Daily with the King

by W. Glyn Evans

September 9 • Positive Living

I must avoid the popular and shallow form of Christianity  that appears so prominently today. There is a kind of triumphant living trumpeted everywhere in which Jesus is  simply the instigator or inciter of a flow of positive  thoughts and ideas that bring me personal and material  success. 

That kind of Christianity says I am a bundle of both  negative and positive attitudes. Simply encourage the  positive and discourage the negative, and lo, I am a victorious person. The problem is, however, that kind of victory is simply the victory of the natural man. There is  nothing redemptive, remedial, or sanctifying about it. 

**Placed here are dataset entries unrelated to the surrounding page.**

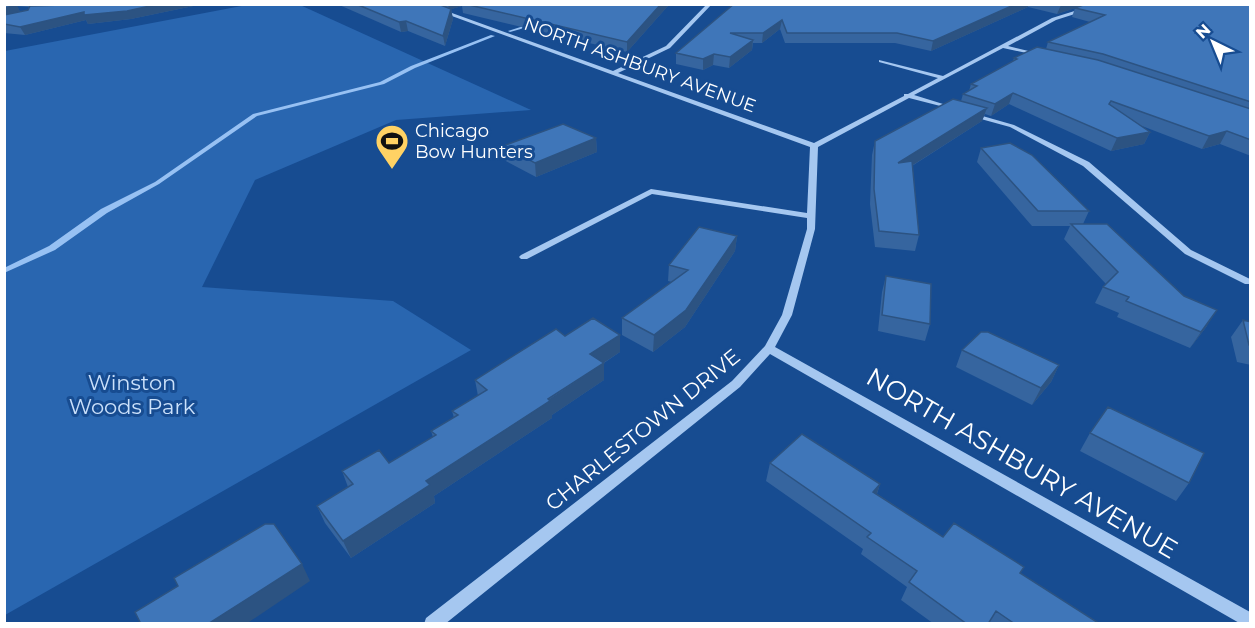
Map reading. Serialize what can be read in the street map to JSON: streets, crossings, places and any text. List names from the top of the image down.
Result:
{
  "streets": {
    "street": ["NORTH ASHBURY AVENUE", "CHARLESTOWN DRIVE"]
  },
  "crossings": [
    ["NORTH ASHBURY AVENUE", "CHARLESTOWN DRIVE"]
  ],
  "parks": ["Winston Woods Park"],
  "places": {
    "sports": ["Chicago Bow Hunters"]
  },
  "north": "top left"
}
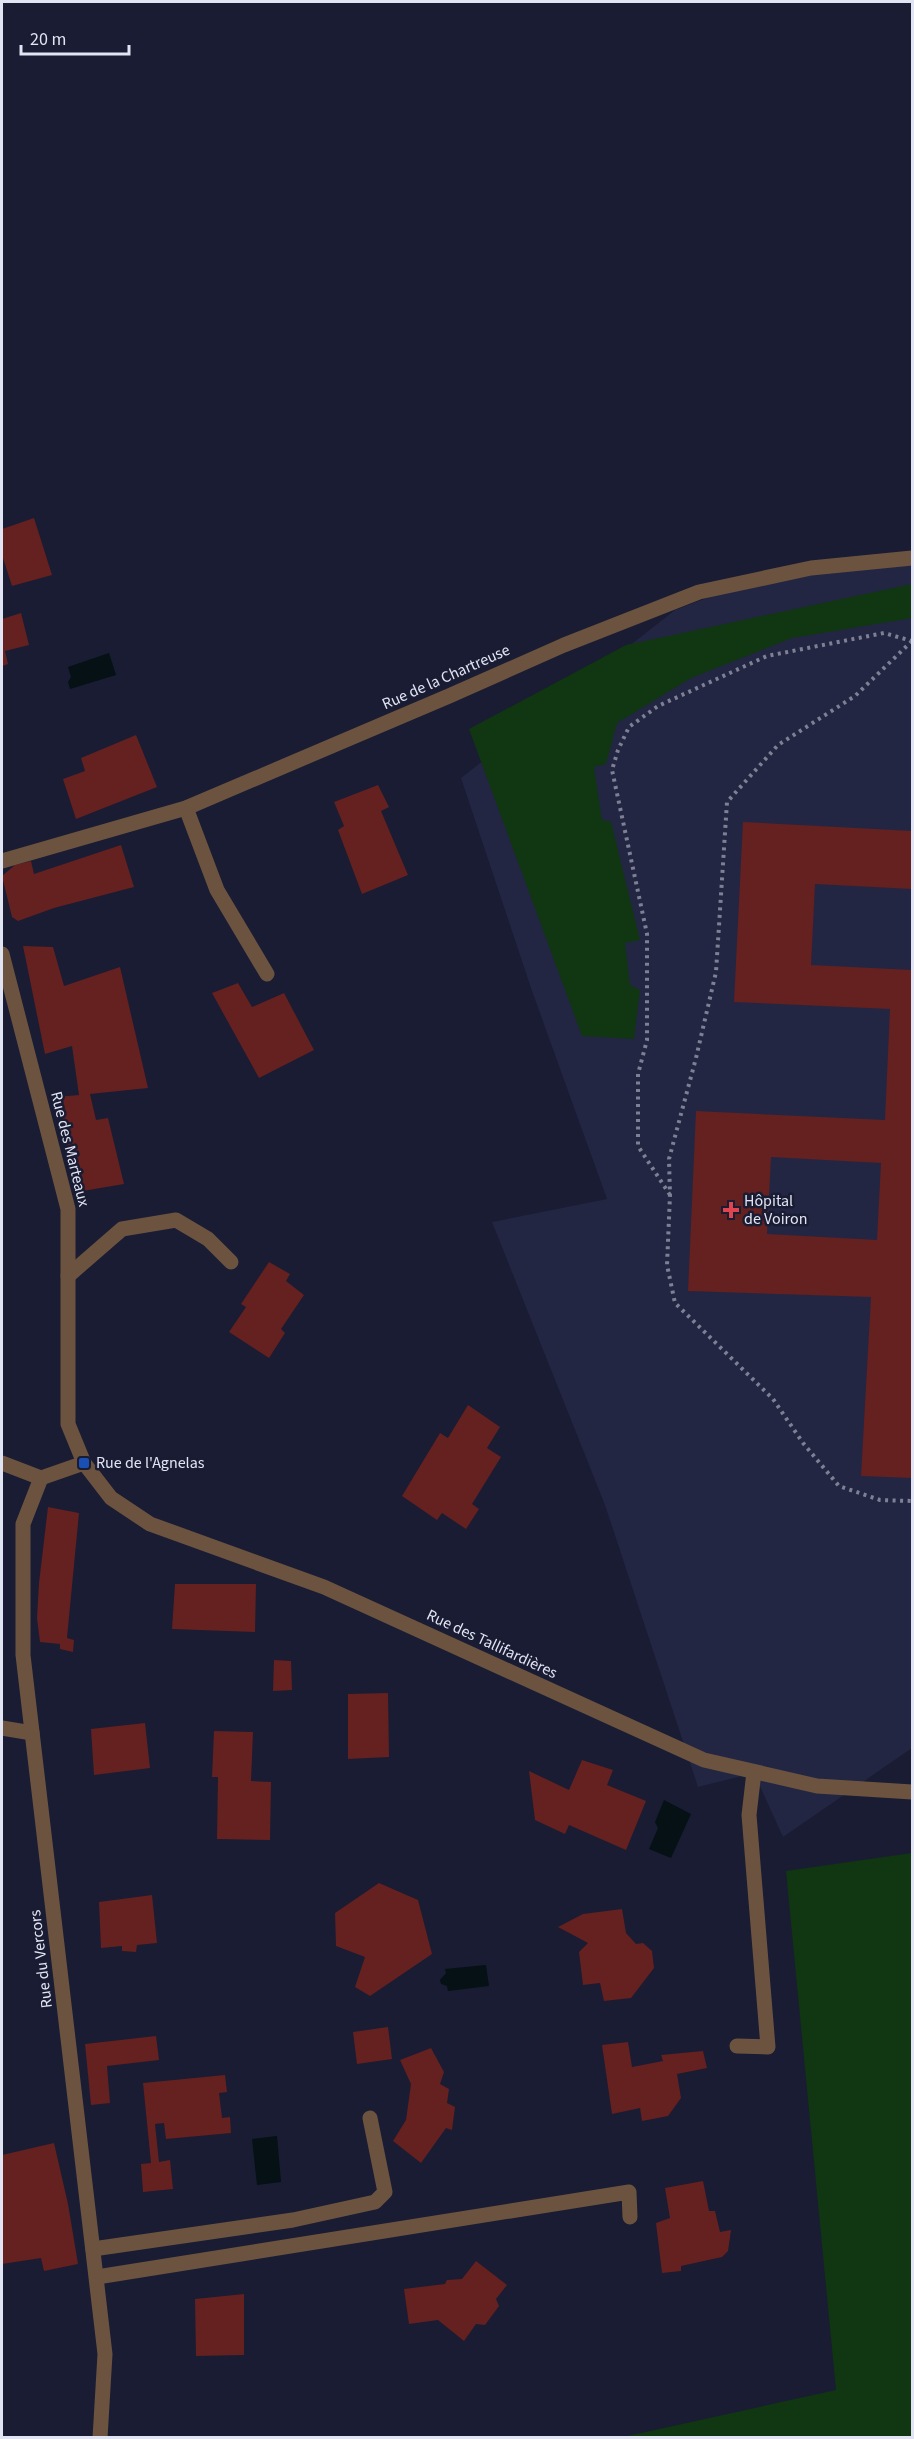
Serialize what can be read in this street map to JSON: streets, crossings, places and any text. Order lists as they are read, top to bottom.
{
  "streets": {
    "street": [
      "Rue de la Chartreuse",
      "Rue des Marteaux",
      "Rue des Tallifardières",
      "Rue du Vercors"
    ]
  },
  "crossings": [
    ["Rue des Marteaux", "Rue des Tallifardières"]
  ],
  "places": {
    "health": ["Hôpital de Voiron"],
    "transit": ["Rue de l'Agnelas"]
  },
  "scale_bar": "20 m"
}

Before a Christian can talk about victory, he must talk  about dying. As J. Gregory Mantle says, the first place the  natural man has got to go is to the cross. If I want Jesus at  all, I have to find Him “outside the camp”; and if I want to  know His victory, I have to bear “His reproach” (Hebrews  13:13). Once I get to the cross and experience the crucifixion of the natural man’s selfish greeds, desires, and attitudes, then I am in a position to rise with Christ “in newness of life” (Romans 6:4) and allow His new life to become the positive thing that my natural self could never  be. That is more than positive thinking; it is positive living. 

Jesus Christ did not die on the cross to make me a  confident supersalesman, but a normal mass of clay reflecting His power, glory, and personality. That does not  mean I lose my identity; rather, I confirm it. The life of  Christ flowing through my personality becomes a unique  miracle in God’s Kingdom; I am authenticated by Christ.  Thus, Jesus Christ is not only my Savior; He is the Establisher and Definer of my true self. Then it becomes sublimely and personally true that “in him we live, and move,  and have our being” (Acts 17:28, KJV). 

“And raised us up With Him. and seated us with Him in the  heavenly places, in Christ Jesus, in order that in the ages to  come He might show the surpassing riches of His grace in  kindness toward us in Christ Jesus” (Ephesians 2:6–7).